• _Action item_:
Everything from the first line of the material to the line containing "position:absolute; width:21px; height:21px;", inclusive, must be given again exactly; no pictures, and nothing past that line.

• _Supplied records_:

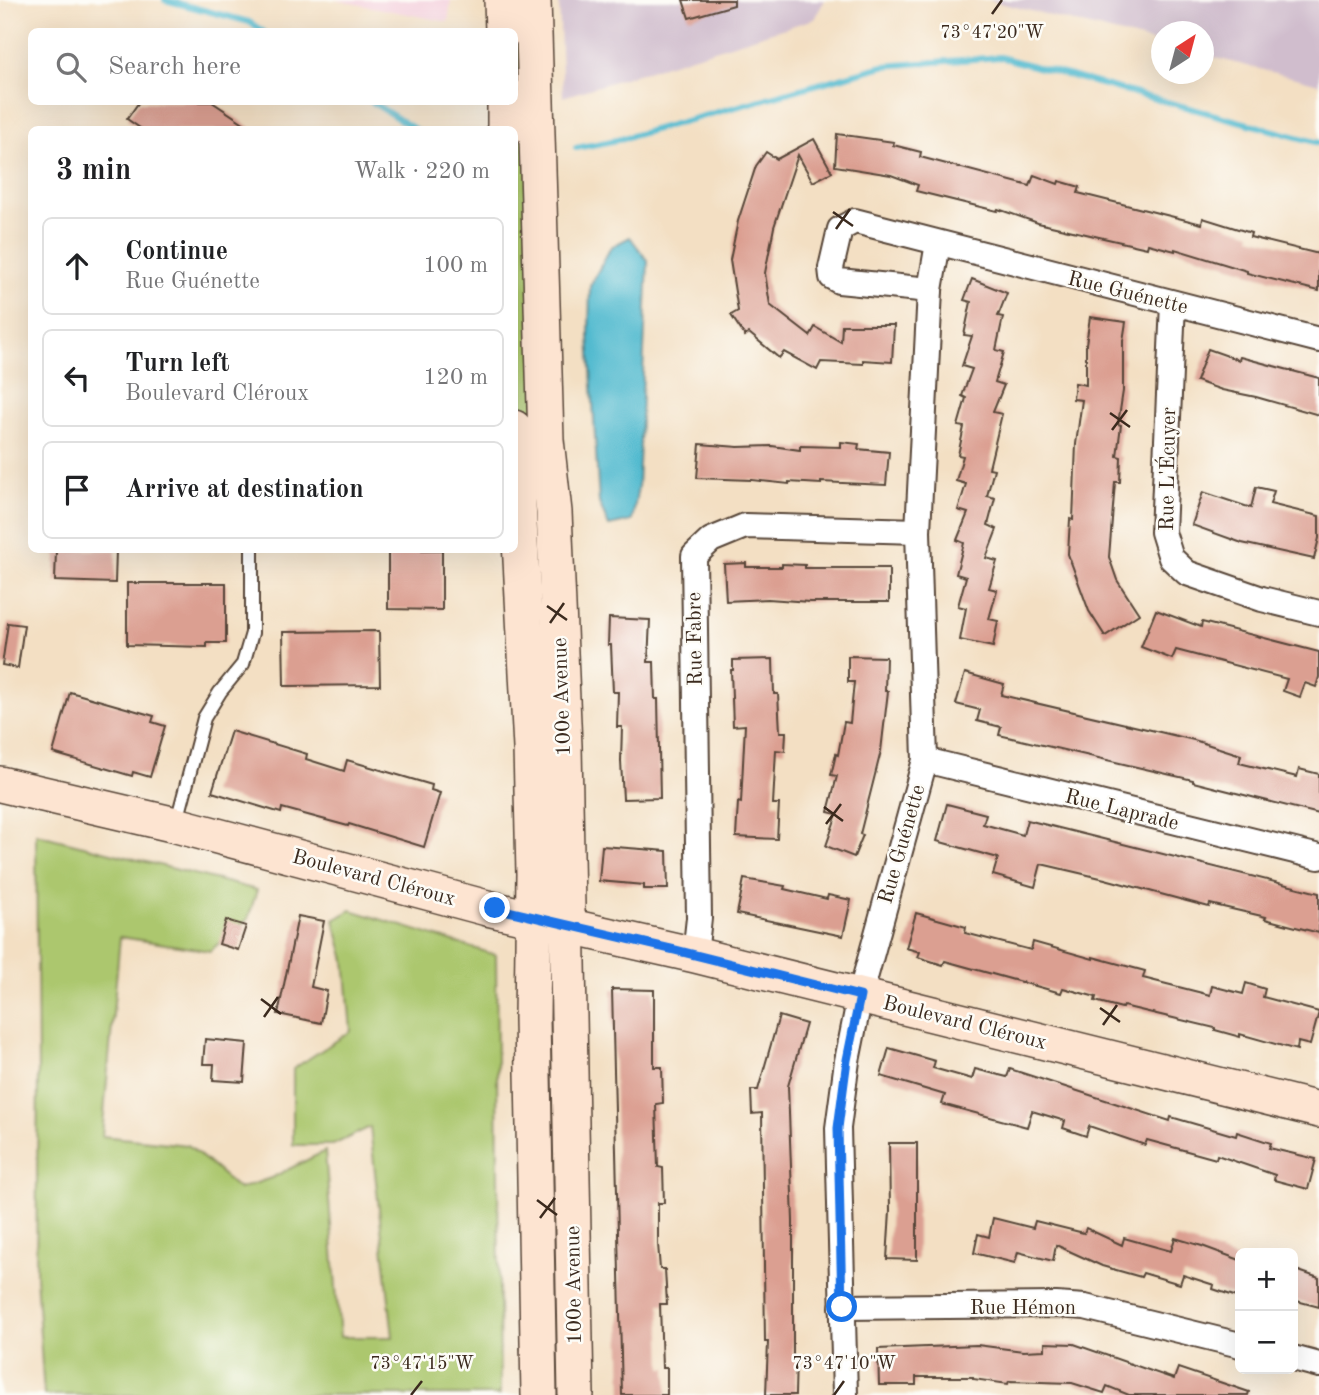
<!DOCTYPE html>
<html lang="en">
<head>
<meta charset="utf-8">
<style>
  :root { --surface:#fff; --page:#f2f2f2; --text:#202124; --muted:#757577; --line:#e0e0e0 }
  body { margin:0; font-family:"Old Standard TT",serif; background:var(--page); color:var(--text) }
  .controls { position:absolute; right:21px; bottom:21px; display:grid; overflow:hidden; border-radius:10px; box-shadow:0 7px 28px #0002 }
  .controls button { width:63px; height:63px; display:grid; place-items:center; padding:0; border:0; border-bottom:2px solid var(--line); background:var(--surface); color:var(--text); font:35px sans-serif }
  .compass { position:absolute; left:1151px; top:21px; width:63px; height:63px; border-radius:50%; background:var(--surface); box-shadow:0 7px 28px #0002; rotate:36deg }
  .stop { position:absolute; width:21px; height:21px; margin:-16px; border:5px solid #1a73e8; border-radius:50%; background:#fff }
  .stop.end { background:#1a73e8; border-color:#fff; box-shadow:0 2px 7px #0008 }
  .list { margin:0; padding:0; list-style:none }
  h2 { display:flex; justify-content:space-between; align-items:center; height:91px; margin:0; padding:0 28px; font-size:30px }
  h2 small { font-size:23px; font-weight:400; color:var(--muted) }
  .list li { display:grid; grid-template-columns:46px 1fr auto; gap:21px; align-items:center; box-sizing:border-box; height:98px; margin:0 14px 14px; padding:0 14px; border:2px solid var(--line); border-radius:10px }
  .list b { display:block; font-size:26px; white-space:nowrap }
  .list p { margin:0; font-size:23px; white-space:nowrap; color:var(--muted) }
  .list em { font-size:23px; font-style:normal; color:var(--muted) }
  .icon { flex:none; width:38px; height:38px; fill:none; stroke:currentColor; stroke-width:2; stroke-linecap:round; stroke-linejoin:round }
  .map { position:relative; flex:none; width:1319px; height:1395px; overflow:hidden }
  .search { position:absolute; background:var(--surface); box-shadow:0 7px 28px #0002; left:28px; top:28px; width:490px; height:77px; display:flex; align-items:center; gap:18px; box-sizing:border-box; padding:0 24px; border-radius:10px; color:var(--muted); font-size:26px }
  .panel { position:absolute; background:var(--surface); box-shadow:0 7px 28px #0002; left:28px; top:126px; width:490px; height:427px; border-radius:10px }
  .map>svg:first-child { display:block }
  .built { fill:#f4cfdd }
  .industrial { fill:#d0bdcd }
  .green { fill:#acc76e; stroke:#747846; stroke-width:2 }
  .water { fill:#51bacf; stroke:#467276; stroke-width:2 }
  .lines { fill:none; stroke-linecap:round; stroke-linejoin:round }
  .stream { stroke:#51bacf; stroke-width:6 }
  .building { fill:#db9f91 }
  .lane-casing { stroke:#574537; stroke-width:16 }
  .street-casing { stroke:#574537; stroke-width:28 }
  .secondary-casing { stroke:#574537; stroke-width:38 }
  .lane { stroke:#fff; stroke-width:12 }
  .street { stroke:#fff; stroke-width:24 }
  .secondary { stroke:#fde4d1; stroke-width:35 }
  .route { stroke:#1a73e8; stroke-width:9 }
  .ticks { fill:none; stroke:#3b2a1e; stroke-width:2.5 }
  .labels { text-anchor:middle; stroke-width:5; stroke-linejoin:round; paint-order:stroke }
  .street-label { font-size:21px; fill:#3b2a1e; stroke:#fdfcf7 }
  .ticks-label { font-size:18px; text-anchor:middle; fill:#3b2a1e; stroke:#fdfcf7; stroke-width:5; stroke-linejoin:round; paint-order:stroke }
</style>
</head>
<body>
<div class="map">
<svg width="1319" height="1395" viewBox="0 0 1319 1395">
  <rect width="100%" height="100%" fill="#fdfcf7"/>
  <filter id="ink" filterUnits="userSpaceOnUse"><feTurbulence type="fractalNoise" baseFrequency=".0143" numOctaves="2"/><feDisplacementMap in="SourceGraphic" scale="14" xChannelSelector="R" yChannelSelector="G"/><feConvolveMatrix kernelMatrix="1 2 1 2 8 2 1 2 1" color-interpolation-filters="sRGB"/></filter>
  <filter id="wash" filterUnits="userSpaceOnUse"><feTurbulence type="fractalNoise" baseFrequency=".00686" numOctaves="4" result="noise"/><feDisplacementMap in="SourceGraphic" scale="28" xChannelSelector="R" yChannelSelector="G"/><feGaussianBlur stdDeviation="1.57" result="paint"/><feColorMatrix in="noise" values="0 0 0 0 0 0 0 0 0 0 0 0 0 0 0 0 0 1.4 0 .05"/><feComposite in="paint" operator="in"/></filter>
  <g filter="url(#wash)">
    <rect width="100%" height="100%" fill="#f3dfc3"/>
    <!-- built -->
    <path class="built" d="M335,0H451L448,22Z"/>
    <!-- industrial -->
    <g class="industrial">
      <path d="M559,0H825L814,19L563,97Z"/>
      <path d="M988,0H1319V84L1204,55V32H1162L1161,44Z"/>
    </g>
    <!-- green -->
    <g class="green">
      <path d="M522,0L549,675L523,454L515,176L514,32Z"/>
      <path d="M36,834L257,890L248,919L210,951L120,937L102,1136L188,1145L239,1189L271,1178L325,1151L340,1337H393L370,1127L333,1145H293V1069L351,1031L345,960L334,920L351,910L496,955L500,1395H44L36,1276L38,1073Z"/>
    </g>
    <!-- water -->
    <path class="water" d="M630,237L648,261L638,487L632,521L609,526L599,503L589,336L590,286L611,247Z"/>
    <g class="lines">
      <!-- stream -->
      <g class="stream">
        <path d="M165,0L249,22L264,32"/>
        <path d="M372,102L416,130"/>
        <path d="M576,148L617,140L883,66L1000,57L1319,143"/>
      </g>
    </g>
    <g id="blocks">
      <!-- building -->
      <g class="building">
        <path d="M683,0H734V5L689,18Z"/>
        <path d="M139,102H212L254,130H143L127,119Z"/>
        <path d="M837,134L894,142L893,145L921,152L920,157L1030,186L1034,175L1058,184L1059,181L1080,187L1078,193L1202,224L1203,218L1251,233L1250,237L1319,254V291L1247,273V271L1175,249V251L1148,244L1147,248L1038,223L998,209L997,211L916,191L918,185L891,175L835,166Z"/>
        <path d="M814,139L832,172L813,182L798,155L774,227L765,273L770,305L810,336L815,327L841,342L842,325H894L892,362L863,360V364L821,362L817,370L784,352L779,358L749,333L745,336L731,315L738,311L730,260L738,221L756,166L766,152L777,159Z"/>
        <path d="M972,279L1007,293L998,316L1003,317L996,350L1004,352L995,382L1004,385L993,412L1002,414L989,468L994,469L987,496L995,498L988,525L997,529L986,558L997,561L989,588L997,590L989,619L998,621L993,647L960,640L966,608L958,606L966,577L956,574L964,543L957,540L968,513L958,510L966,484L956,481L963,456L958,455L964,427L958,426L966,398L962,396L972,369L962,366L972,336L964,335L971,302L964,300Z"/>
        <path d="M1090,317L1126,322L1123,341V391L1118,424L1121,425L1117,456L1121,457L1120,482H1115L1109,557L1117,580L1139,614L1105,636L1089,611L1068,554L1070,519L1073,520L1076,444L1082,400L1073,399L1075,383L1086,385V344Z"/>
        <path d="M1208,349L1239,360L1240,357L1319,378V415L1256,397L1222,390L1196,381Z"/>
        <path d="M841,442L859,444L858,449L889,452L886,485L821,482V484L789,482V484L752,480L697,478L700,444L738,447L772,446L800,450V446L841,447Z"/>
        <path d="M1256,487L1274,491L1270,504L1319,516V538L1314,559L1242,543L1192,525L1203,492L1251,508Z"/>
        <path d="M56,550H116L115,583L55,581Z"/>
        <path d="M388,550H442V610L388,609Z"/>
        <path d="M746,563V567H782V564L805,565V568H889V602H810L768,599L726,601L724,564Z"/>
        <path d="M127,583H226V643H207V647L127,645Z"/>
        <path d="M1156,610L1201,627L1202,622L1319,652V677L1316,687L1305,683L1300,697L1283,691L1287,679L1176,650L1172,659L1141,647Z"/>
        <path d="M609,618L650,620L648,662H654L655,699H658L660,798L623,799L621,761L622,727H617L618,692H613L611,645H608Z"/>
        <path d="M8,623L24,625L18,668L2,665Z"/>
        <path d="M379,631L380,685L284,686L283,632Z"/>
        <path d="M848,656L886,657L885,691H888L881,751L860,834L863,835L854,857L826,846L837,814L828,812L837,776L831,775L836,754L838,755L844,722L850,723L854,682H848Z"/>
        <path d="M773,659L774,694H778L780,732H786L785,751L776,750L773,804H779L777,839L736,837L738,802L741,803L745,725L733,726L731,670H733V660Z"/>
        <path d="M965,673L1004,684L1001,695L1194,740L1241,755L1239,763L1297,777L1299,769L1319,774V814L1193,782V780L999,735L1001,727L977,721L980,710L956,704Z"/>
        <path d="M70,692L154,716L152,722L165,726L150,777L133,772L132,776L53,753Z"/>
        <path d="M231,731L307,754L306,759L344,771L347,760L432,785L431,790L440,793L424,847L349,824L348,826L282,808L281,813L212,792Z"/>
        <path d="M947,804L986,814L983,824L1023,835L1027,820L1319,893V933L1265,919L1266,917L1210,904L1209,907L1105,879L1041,864L1035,887L993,875L998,858L937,841Z"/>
        <path d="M602,846L667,851L668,889H644V885L599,881Z"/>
        <path d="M744,879L785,886L784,889L827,899L828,895L851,900L843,936L737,914Z"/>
        <path d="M916,913L966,927L965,933L1031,950L1033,942L1093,959V957L1145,971L1143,978L1210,995L1212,986L1243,994L1246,983L1265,989L1263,997L1319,1012L1310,1045L1298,1042L1297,1050L1240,1034V1037L1215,1030V1028L1123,1006L1122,1008L1095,1001L1096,997L1063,988L1061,993L945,961L943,965L918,957L920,952L906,948Z"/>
        <path d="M298,916L324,921L311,987L327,991L321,1023L278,1014Z"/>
        <path d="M226,920L246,926L238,950L219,944Z"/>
        <path d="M612,989L654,990V1067H662L663,1103L656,1104L658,1167L663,1168L664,1203H658V1244L660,1269H665L667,1304H660L662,1368H667V1395H622Z"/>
        <path d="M779,1016L806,1024L788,1086L793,1221V1356H796L795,1395H766L768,1342H765L762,1113L752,1114L751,1090H758Z"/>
        <path d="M205,1039L247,1043L244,1082L213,1080L214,1064H203Z"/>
        <path d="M889,1048L935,1061L933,1068L972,1079L975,1069L1007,1077L1010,1069L1170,1121L1171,1117L1236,1136L1237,1132L1271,1143L1269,1148L1316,1159L1308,1189L1274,1180L1275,1175L1217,1155L1216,1159L1147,1140L1145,1145L1089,1126L1086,1136L1063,1128L1065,1121L1032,1111L1027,1127L942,1104L945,1095L881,1076Z"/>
        <path d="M889,1143H917V1260L887,1259L890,1211Z"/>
        <path d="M993,1218L1033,1228L1035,1221L1084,1233L1086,1228L1122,1245L1124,1238L1171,1251L1175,1238L1202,1246L1240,1260V1298L1213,1289L1214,1285L1183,1275L1180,1284L1143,1273L1141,1277L1102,1266L1056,1245L1053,1261L1018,1252L1015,1263L974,1253L978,1234L989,1237Z"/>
        <path d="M1293,1269L1319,1278V1307L1293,1300Z"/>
        <path d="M1045,1343L1074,1344L1174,1379L1178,1368L1249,1392L1248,1395H1129L1107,1386L1104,1393L1072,1383L1009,1381L1008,1384L973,1379V1377H916V1385H879L878,1349L977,1345L1023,1351L1045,1350Z"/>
      </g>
    </g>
  </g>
  <g filter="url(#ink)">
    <use href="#blocks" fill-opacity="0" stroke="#574537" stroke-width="2"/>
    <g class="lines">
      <!-- lane casing -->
      <g class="lane-casing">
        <path id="lane" d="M177,821L204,718L220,692L243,664L252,633V550"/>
      </g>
      <!-- street casing -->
      <g class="street-casing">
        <g id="street">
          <path d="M930,290L839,281L832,277L831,268L840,229L855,221L1319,340"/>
          <path d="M1173,303L1163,532L1171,558L1187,573L1262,599L1319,613"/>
          <path d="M925,760L1319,857"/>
          <path d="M695,955L699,918L694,556L711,540L745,526L918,531"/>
          <path d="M842,1307L1056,1305L1085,1307L1240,1345"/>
          <path d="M1293,1358L1319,1365"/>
          <path d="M845,1395L838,1128L847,1061L860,996L925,760L918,531L930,290L938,243"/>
        </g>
      </g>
      <!-- secondary casing -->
      <g class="secondary-casing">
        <g id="secondary">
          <path d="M502,0L503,32"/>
          <path d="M533,0L546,440L554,512L564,746L576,1395"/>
          <path d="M505,102V130"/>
          <path d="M514,428L531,748L534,874L532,1018L539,1395"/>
          <path d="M0,784L176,825L487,908L695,955L1319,1110"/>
        </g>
      </g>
      <!-- lane -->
      <use href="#lane" class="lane"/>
      <!-- street -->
      <use href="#street" class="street"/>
      <!-- secondary -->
      <use href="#secondary" class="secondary"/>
    </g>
  </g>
  <g class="lines" filter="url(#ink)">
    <!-- route -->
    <path class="route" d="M495,908L675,950L860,996L847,1060L838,1128L842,1307"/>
  </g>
  <!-- ticks -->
  <path class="ticks" d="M992,14L1002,0M833,212L853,226M836,229L850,209M1110,413L1130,427M1112,430L1127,410M547,606L567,620M550,623L564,603M824,807L843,821M826,824L841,804M261,999L281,1014M1100,1008L1120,1022M264,1017L278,997M1103,1025L1117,1005M537,1200L557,1215M540,1218L555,1198M411,1395L422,1381M834,1395L844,1381"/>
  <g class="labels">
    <!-- street labels -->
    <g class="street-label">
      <text transform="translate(1128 292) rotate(14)" y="7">Rue Guénette</text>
      <text transform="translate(1167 469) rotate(-89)" y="7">Rue L'Écuyer</text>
      <text transform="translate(694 639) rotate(-91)" y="7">Rue Fabre</text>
      <text transform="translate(561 697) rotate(-92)" y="7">100e Avenue</text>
      <text transform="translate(1122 809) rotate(14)" y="7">Rue Laprade</text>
      <text transform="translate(901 844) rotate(-74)" y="7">Rue Guénette</text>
      <text transform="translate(374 877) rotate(15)" y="7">Boulevard Cléroux</text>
      <text transform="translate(965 1022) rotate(14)" y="7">Boulevard Cléroux</text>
      <text transform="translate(573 1285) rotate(-91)" y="7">100e Avenue</text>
      <text x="1023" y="1314">Rue Hémon</text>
    </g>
  </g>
  <g class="ticks-label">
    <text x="992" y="38">73°47'20"W</text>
    <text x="422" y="1369">73°47'15"W</text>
    <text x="844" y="1369">73°47'10"W</text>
  </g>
</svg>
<div class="controls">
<button>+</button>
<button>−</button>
</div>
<svg class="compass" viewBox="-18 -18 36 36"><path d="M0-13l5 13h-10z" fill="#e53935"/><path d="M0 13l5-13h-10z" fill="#757577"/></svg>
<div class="stop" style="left:842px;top:1307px"></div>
<div class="stop end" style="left:495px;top:908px"></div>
<div class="search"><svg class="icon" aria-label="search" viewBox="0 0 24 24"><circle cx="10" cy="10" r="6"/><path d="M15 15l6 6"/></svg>Search here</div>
<section class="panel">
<h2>3 min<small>Walk · 220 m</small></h2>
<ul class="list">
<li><svg class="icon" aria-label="ahead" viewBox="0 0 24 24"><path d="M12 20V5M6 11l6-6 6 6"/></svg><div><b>Continue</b><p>Rue Guénette</p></div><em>100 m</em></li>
<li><svg class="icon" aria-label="left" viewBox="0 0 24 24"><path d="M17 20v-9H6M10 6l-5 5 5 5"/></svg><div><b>Turn left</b><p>Boulevard Cléroux</p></div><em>120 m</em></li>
<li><svg class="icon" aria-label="arrive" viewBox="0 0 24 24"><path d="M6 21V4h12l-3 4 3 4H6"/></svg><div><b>Arrive at destination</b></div></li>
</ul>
</section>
</div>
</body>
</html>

• _Answer to this problem_:
<!DOCTYPE html>
<html lang="en">
<head>
<meta charset="utf-8">
<style>
  :root { --surface:#fff; --page:#f2f2f2; --text:#202124; --muted:#757577; --line:#e0e0e0 }
  body { margin:0; font-family:"Old Standard TT",serif; background:var(--page); color:var(--text) }
  .controls { position:absolute; right:21px; bottom:21px; display:grid; overflow:hidden; border-radius:10px; box-shadow:0 7px 28px #0002 }
  .controls button { width:63px; height:63px; display:grid; place-items:center; padding:0; border:0; border-bottom:2px solid var(--line); background:var(--surface); color:var(--text); font:35px sans-serif }
  .compass { position:absolute; left:1151px; top:21px; width:63px; height:63px; border-radius:50%; background:var(--surface); box-shadow:0 7px 28px #0002; rotate:36deg }
  .stop { position:absolute; width:21px; height:21px; margin:-16px; border:5px solid #1a73e8; border-radius:50%; background:#fff }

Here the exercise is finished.